» Dataset extract:
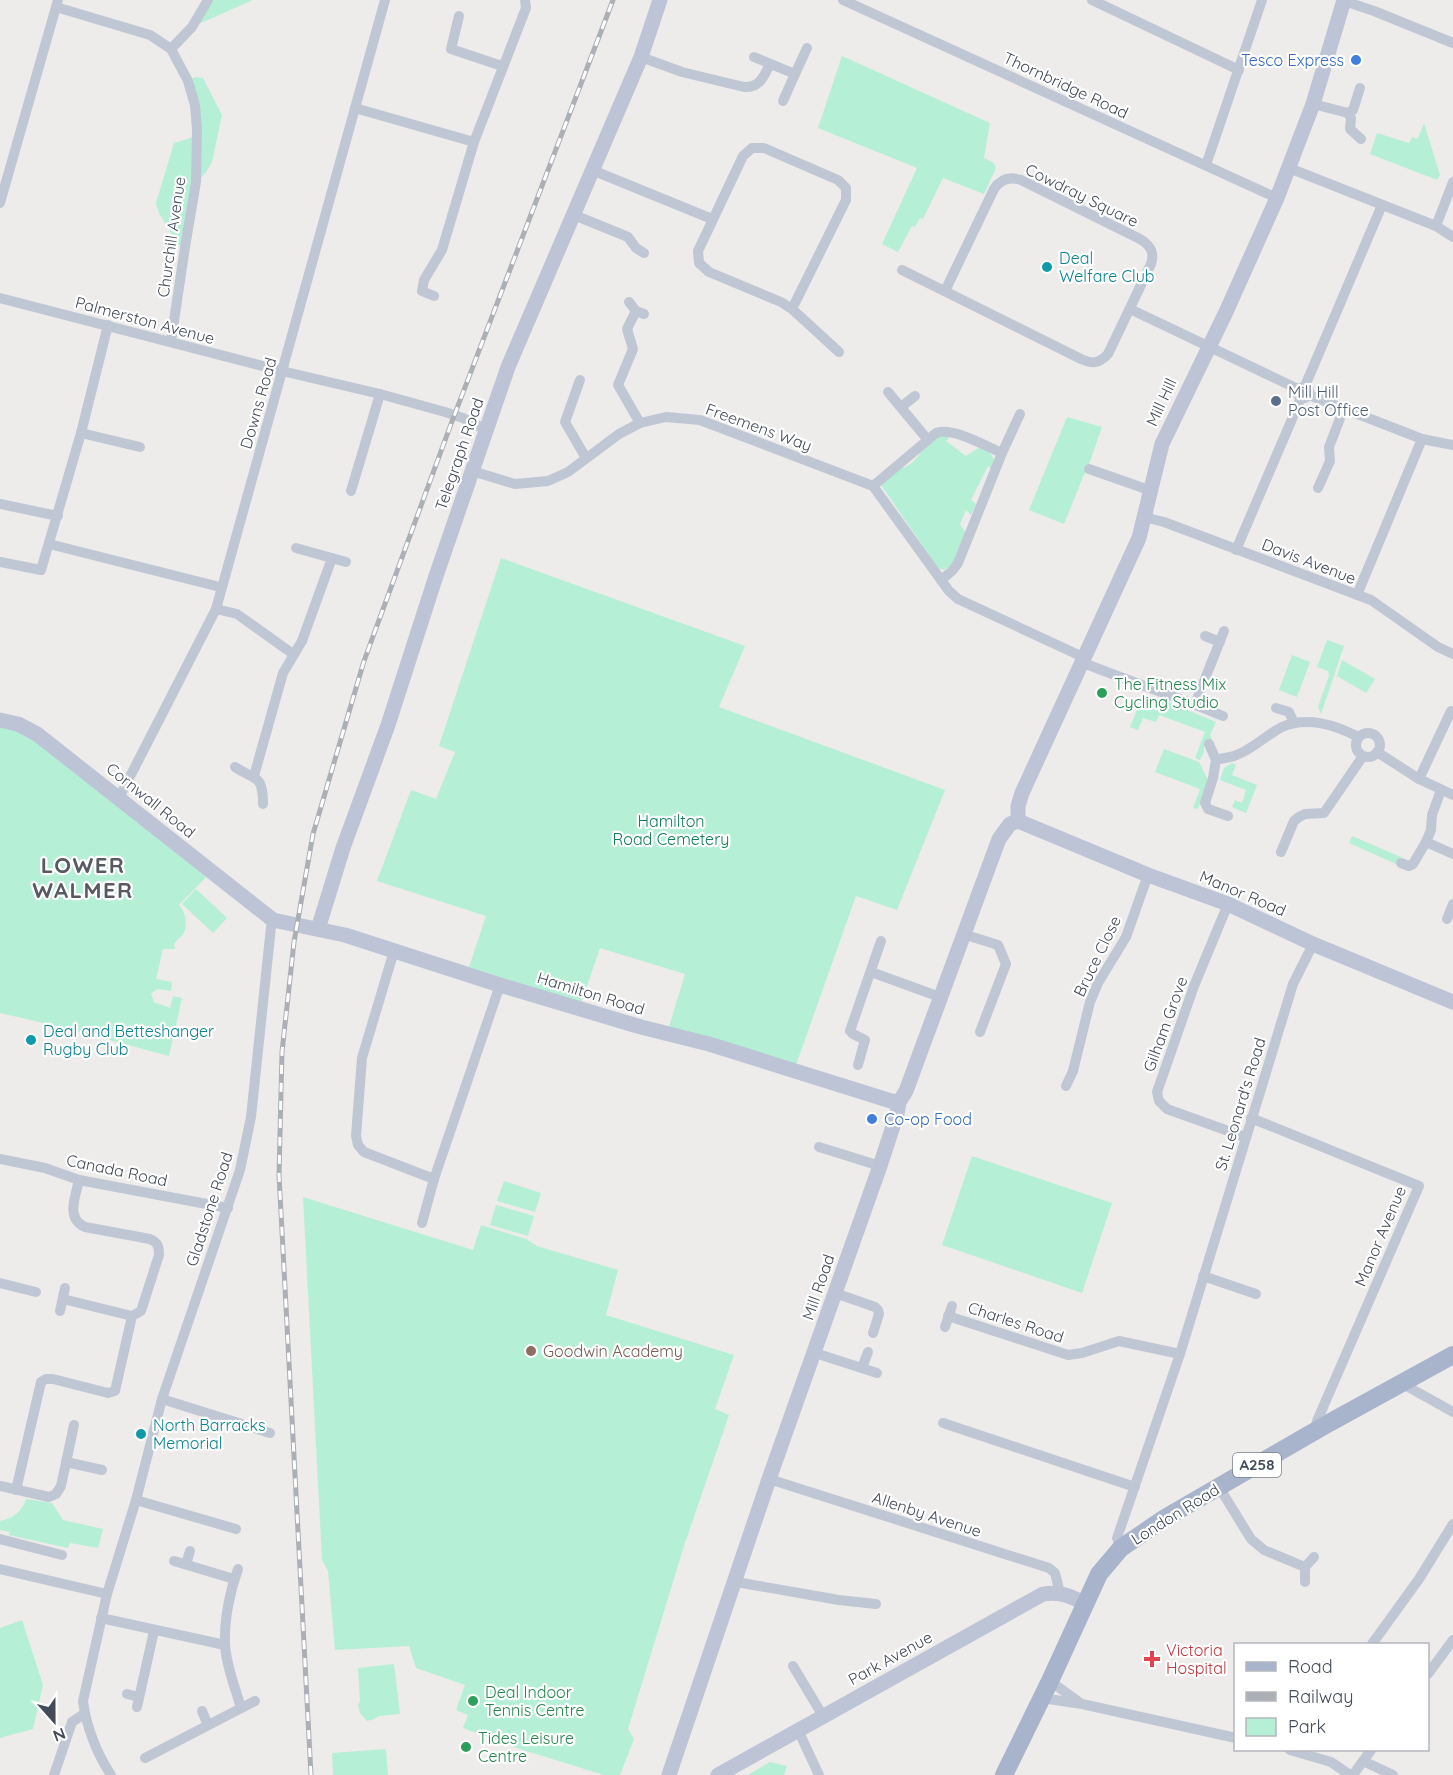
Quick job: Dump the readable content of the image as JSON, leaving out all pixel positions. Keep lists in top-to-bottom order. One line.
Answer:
{"streets":{"main road":["A258","London Road"],"street":["Thornbridge Road","Cowdray Square","Churchill Avenue","Palmerston Avenue","Mill Hill","Downs Road","Freemens Way","Telegraph Road","Davis Avenue","Cornwall Road","Manor Road","Bruce Close","Hamilton Road","Gilham Grove","St. Leonard's Road","Canada Road","Gladstone Road","Manor Avenue","Mill Road","Charles Road","Allenby Avenue","Park Avenue"]},"crossings":[["Thornbridge Road","Mill Hill"],["Churchill Avenue","Palmerston Avenue"],["Palmerston Avenue","Downs Road"],["Palmerston Avenue","Telegraph Road"],["Mill Hill","Davis Avenue"],["Mill Hill","Manor Road"],["Mill Hill","Mill Road"],["Downs Road","Cornwall Road"],["Freemens Way","Telegraph Road"],["Telegraph Road","Hamilton Road"],["Cornwall Road","Hamilton Road"],["Cornwall Road","Gladstone Road"],["Manor Road","Bruce Close"],["Manor Road","Gilham Grove"],["Manor Road","St. Leonard's Road"],["Manor Road","Mill Road"],["Hamilton Road","Gladstone Road"],["Hamilton Road","Mill Road"],["Gilham Grove","St. Leonard's Road"],["St. Leonard's Road","Manor Avenue"],["St. Leonard's Road","Charles Road"],["St. Leonard's Road","London Road"],["Canada Road","Gladstone Road"],["Manor Avenue","London Road"],["Mill Road","Allenby Avenue"],["Allenby Avenue","Park Avenue"]],"districts":["LOWER WALMER"],"parks":["Hamilton Road Cemetery"],"places":{"other":["Tesco Express","Deal Welfare Club","Mill Hill Post Office","The Fitness Mix Cycling Studio","Deal and Betteshanger Rugby Club","Co-op Food","Goodwin Academy","North Barracks Memorial","Deal Indoor Tennis Centre","Tides Leisure Centre"],"health":["Victoria Hospital"]},"legend":["Road","Railway","Park"],"north":"bottom"}
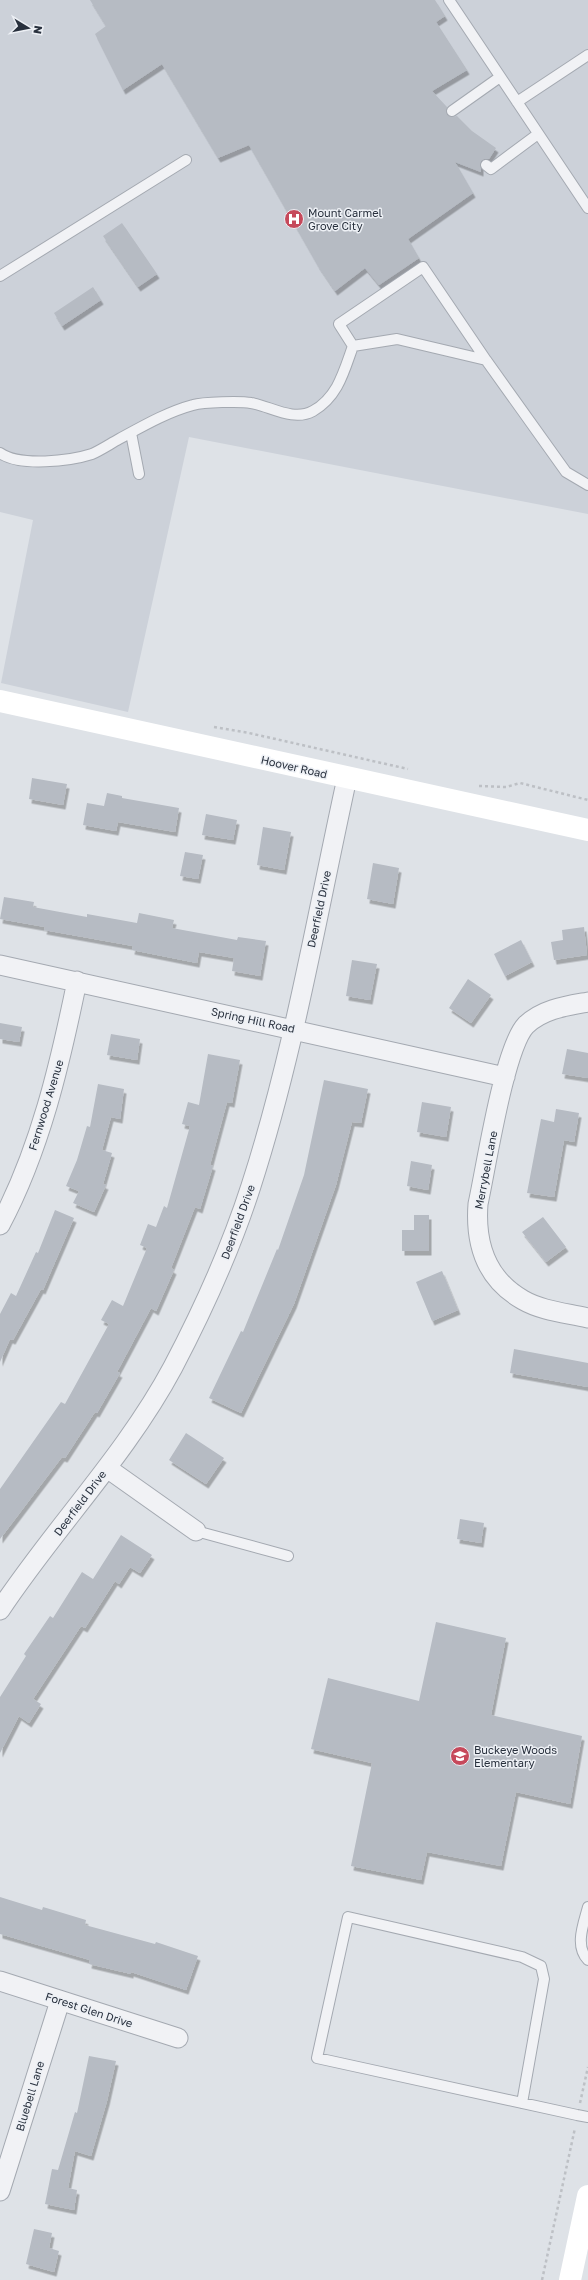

» Assignment: Exact copy, pictures removed: set down the whole listing above.

» Your solution:
Quick job: Dump the readable content of the image as JSON, leaving out all pixel positions. Keep lists in top-to-bottom order. One line.
Answer:
{"streets":{"main road":["A258","London Road"],"street":["Thornbridge Road","Cowdray Square","Churchill Avenue","Palmerston Avenue","Mill Hill","Downs Road","Freemens Way","Telegraph Road","Davis Avenue","Cornwall Road","Manor Road","Bruce Close","Hamilton Road","Gilham Grove","St. Leonard's Road","Canada Road","Gladstone Road","Manor Avenue","Mill Road","Charles Road","Allenby Avenue","Park Avenue"]},"crossings":[["Thornbridge Road","Mill Hill"],["Churchill Avenue","Palmerston Avenue"],["Palmerston Avenue","Downs Road"],["Palmerston Avenue","Telegraph Road"],["Mill Hill","Davis Avenue"],["Mill Hill","Manor Road"],["Mill Hill","Mill Road"],["Downs Road","Cornwall Road"],["Freemens Way","Telegraph Road"],["Telegraph Road","Hamilton Road"],["Cornwall Road","Hamilton Road"],["Cornwall Road","Gladstone Road"],["Manor Road","Bruce Close"],["Manor Road","Gilham Grove"],["Manor Road","St. Leonard's Road"],["Manor Road","Mill Road"],["Hamilton Road","Gladstone Road"],["Hamilton Road","Mill Road"],["Gilham Grove","St. Leonard's Road"],["St. Leonard's Road","Manor Avenue"],["St. Leonard's Road","Charles Road"],["St. Leonard's Road","London Road"],["Canada Road","Gladstone Road"],["Manor Avenue","London Road"],["Mill Road","Allenby Avenue"],["Allenby Avenue","Park Avenue"]],"districts":["LOWER WALMER"],"parks":["Hamilton Road Cemetery"],"places":{"other":["Tesco Express","Deal Welfare Club","Mill Hill Post Office","The Fitness Mix Cycling Studio","Deal and Betteshanger Rugby Club","Co-op Food","Goodwin Academy","North Barracks Memorial","Deal Indoor Tennis Centre","Tides Leisure Centre"],"health":["Victoria Hospital"]},"legend":["Road","Railway","Park"],"north":"bottom"}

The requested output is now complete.